# Tea in M&P soap



## BluebirdMama (May 1, 2010)

I came across some M&P Soap (goatsmilk ) at a craft fair, and they said they put liquid tea into their soap. It smelled so fabulous. Can anyone please tell me some methods on how you can do this ?


----------



## pepperi27 (May 2, 2010)

I don't know anyone who is able to do that because the water will only break down the soap properties and it won't lather nor set up. You can put in tea leaves but it will turn black after a month or so.


----------



## BluebirdMama (May 2, 2010)

ok, well thanks.


----------



## carolynp (May 2, 2010)

SOOOOOO not true.... I make a green tea M&P soap for 2 customers with  problem skin. I boil 3-4 green tea bags in 1/4 -1/2 cup of water making a really strong tea I then add this to about 2 lbs of melted soap,still lathers great and I sometimes add some tea leaves for effect.


----------



## supersoaper3000 (May 3, 2010)

carolynp said:
			
		

> SOOOOOO not true.... I make a green tea M&P soap for 2 customers with  problem skin. I boil 3-4 green tea bags in 1/4 -1/2 cup of water making a really strong tea I then add this to about 2 lbs of melted soap,still lathers great and I sometimes add some tea leaves for effect.



I agree, you can add some water (varies depending on type of base) without overly affecting the quality of your soap.  I am curious tho, does that method provide a fragrance for the final product, or do you use any FO/EOs to enhance or take over if it fades with time?


----------



## carolynp (May 4, 2010)

as this soap is for sensitive skin I don;t use any fragrance init and the tea extract does not really lend any fragrance.


----------



## supersoaper3000 (May 5, 2010)

Ah, I see.

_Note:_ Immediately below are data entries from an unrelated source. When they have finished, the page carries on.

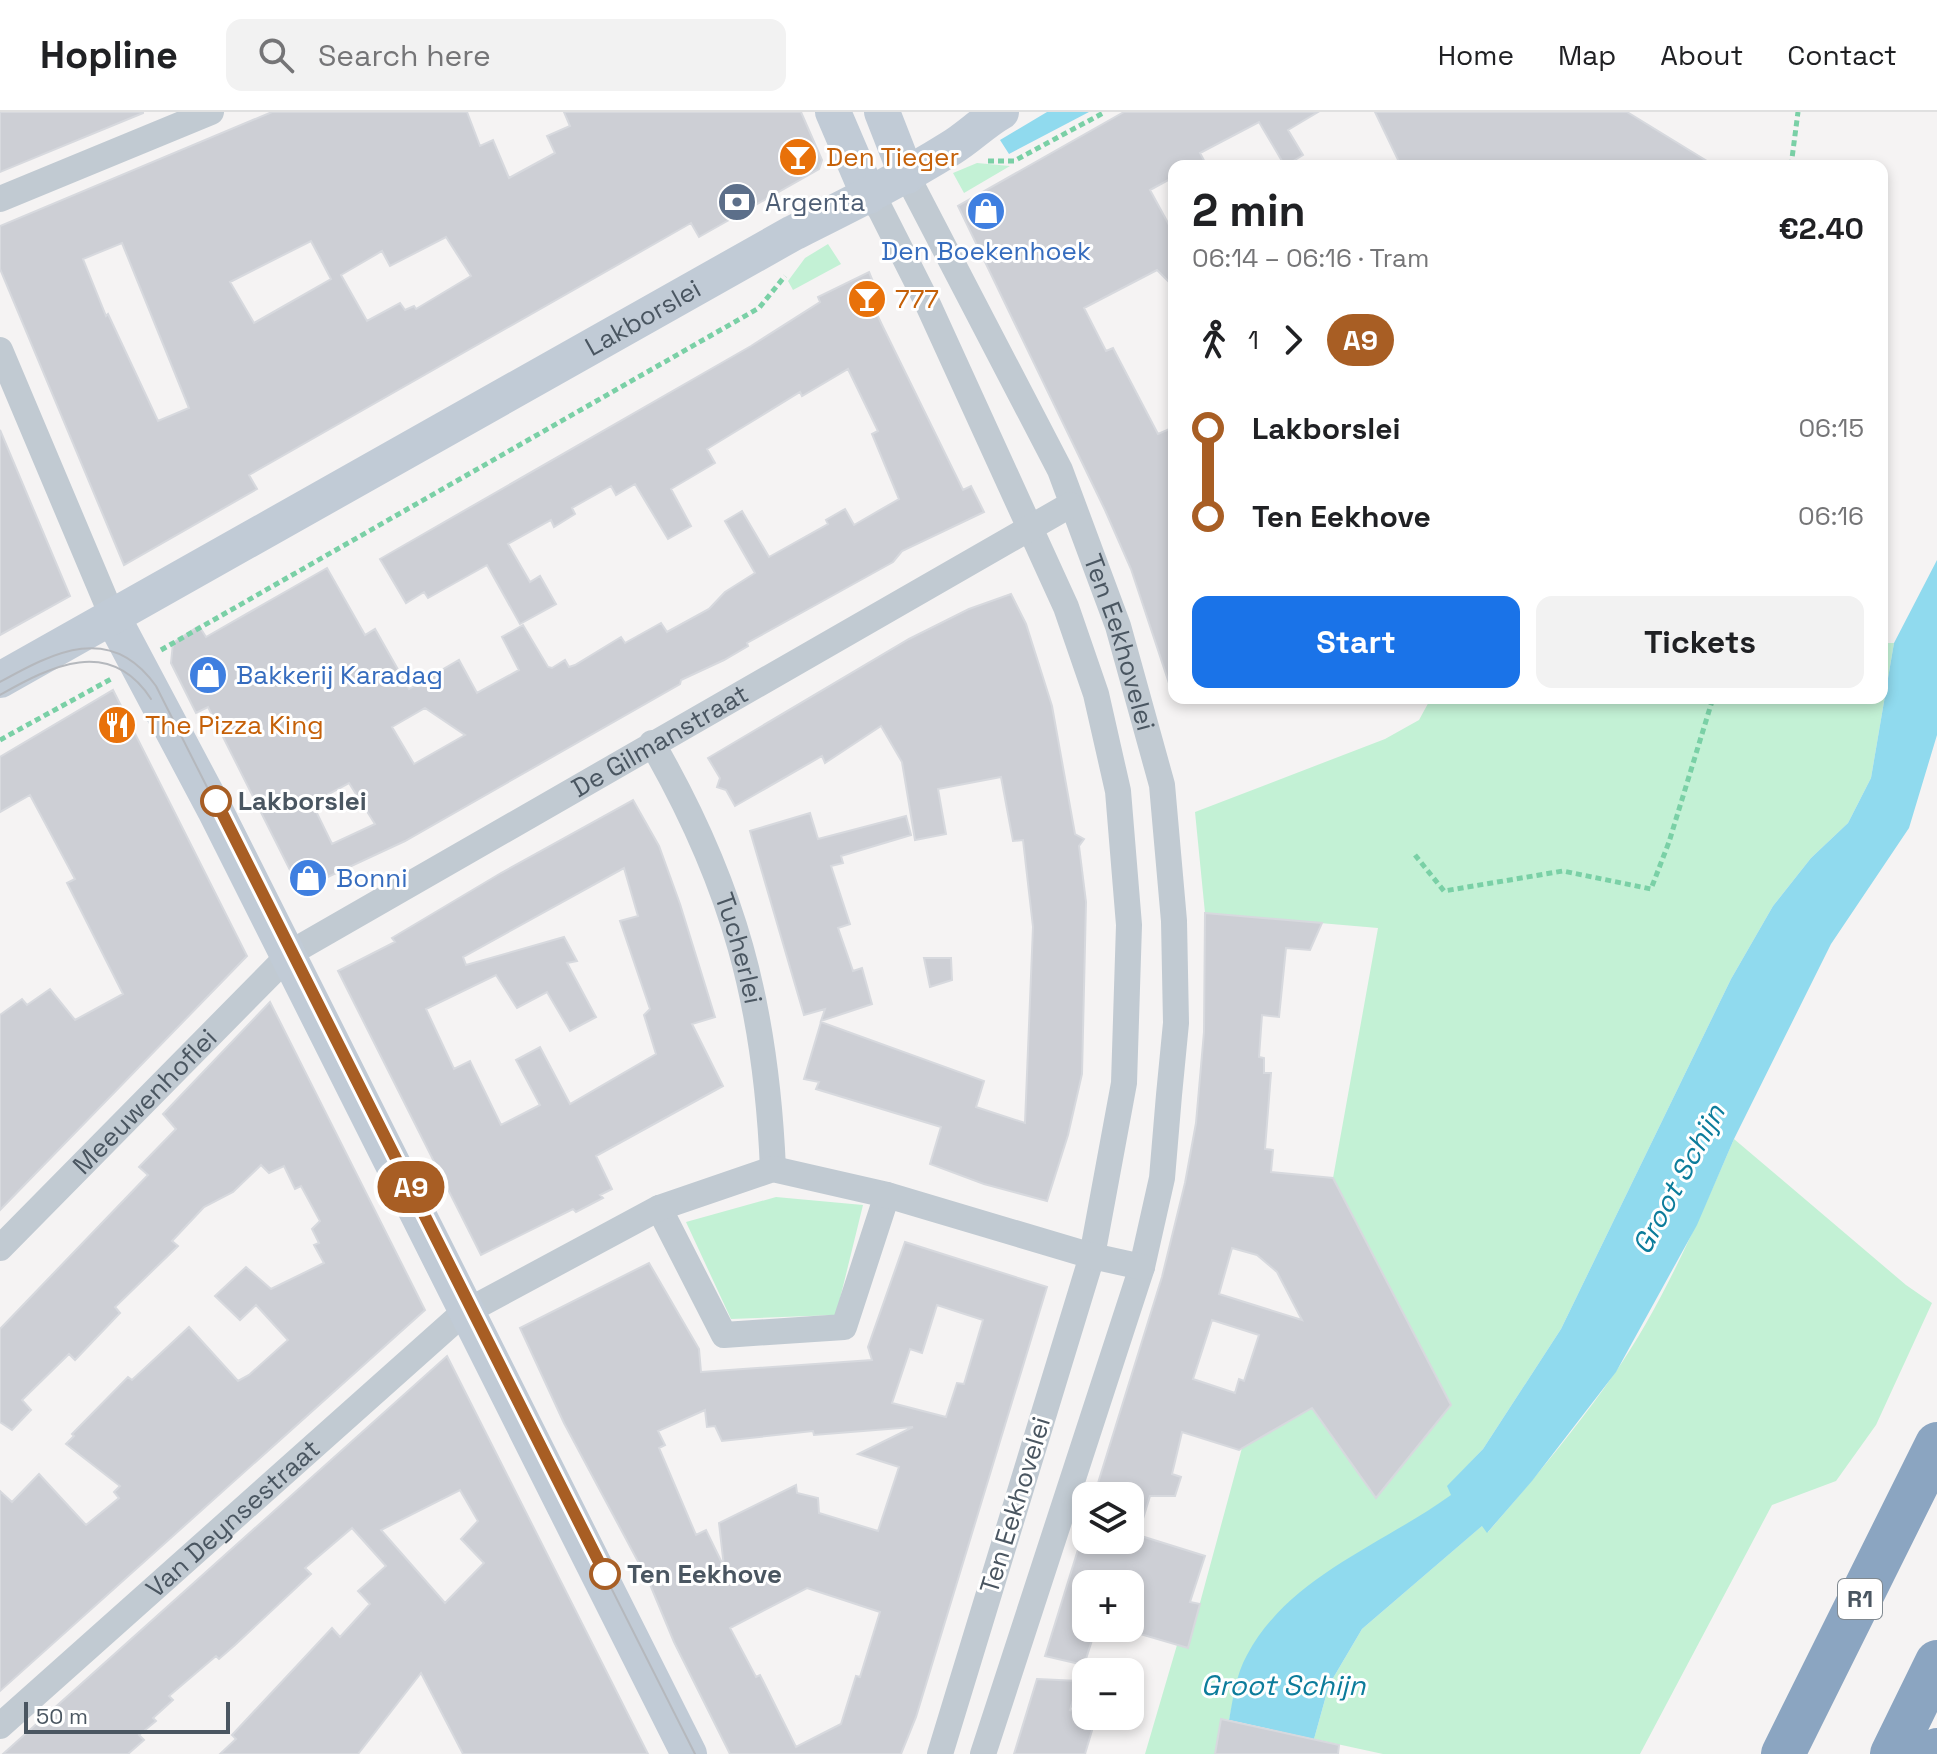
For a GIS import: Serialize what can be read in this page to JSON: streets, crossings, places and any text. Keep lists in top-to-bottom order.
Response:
{
  "streets": {
    "highway": ["R1"],
    "street": [
      "Lakborslei",
      "Ten Eekhovelei",
      "De Gilmanstraat",
      "Tucherlei",
      "Meeuwenhoflei",
      "Van Deynsestraat"
    ]
  },
  "crossings": [
    ["Lakborslei", "Ten Eekhovelei"],
    ["Ten Eekhovelei", "De Gilmanstraat"],
    ["De Gilmanstraat", "Tucherlei"],
    ["De Gilmanstraat", "Meeuwenhoflei"],
    ["Tucherlei", "Van Deynsestraat"]
  ],
  "water": ["Groot Schijn"],
  "places": {
    "bar": ["Den Tieger", "777"],
    "bank": ["Argenta"],
    "shop": ["Den Boekenhoek", "Bakkerij Karadag", "Bonni"],
    "restaurant": ["The Pizza King"],
    "other": ["Lakborslei", "Ten Eekhove"]
  },
  "lines": ["tram line A9"],
  "scale_bar": "50 m",
  "page": {
    "header": "Hopline",
    "search": "Search here",
    "nav": [
      "Home",
      "Map",
      "About",
      "Contact"
    ],
    "on_map": "A9",
    "heading": ["2 min", "06:14 – 06:16 · Tram", "€2.40"],
    "legs": ["1", "A9"],
    "list": [
      {
        "name": "Lakborslei",
        "value": "06:15"
      },
      {
        "name": "Ten Eekhove",
        "value": "06:16"
      }
    ],
    "buttons": ["Start", "Tickets"],
    "map_buttons": ["+", "−"],
    "scale": "50 m"
  }
}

Thanks carolynp


----------



## Tabitha (May 5, 2010)

To answer the OP... I would guess there is minimal actual liquid tea in the recipe which would be probably for label appear. I would also guess if you are smelling a nice tea aroma there is also added tea fragrance oil. It's a guess but an educated one  :wink: .


----------



## tincanac (May 21, 2010)

The other day, I wanted to make a rooibos and aloe soap.  I put the rooibos teabags in super hot melted soap. The teabag steeped right into the soap.  It worked out really great and I used the hardened teabags after I fished them out of the melted soap as a facewash teabag for about 3 days afterwards - that was a great surprise invention too.  The teabag did give the melted soap a rooibos like fragrance, but I also added Rooibos FO to it! The tea dyed the soap the natural colour of rooibos which was another great bonus!  I have plans to do more tea soaps this way in the future.

Here's a pic of how it turned out! (Excuse my really bad photoshopping skills - I tried really hard to cut the pic out and paste it into a blackground, it irritates me that I can still see the white outline - next time I will photograph on black paper!)





Uploaded with ImageShack.us


----------



## KayleyC (May 28, 2010)

which is better, Making tea first, or letting it seep into the soap while its melting like the last post, or grinding up the tea leaves? and what would be the outcome of all options. which would make a harder soap?


----------



## shar40 (May 28, 2010)

What a great looking bar of soap! Excellent information!


----------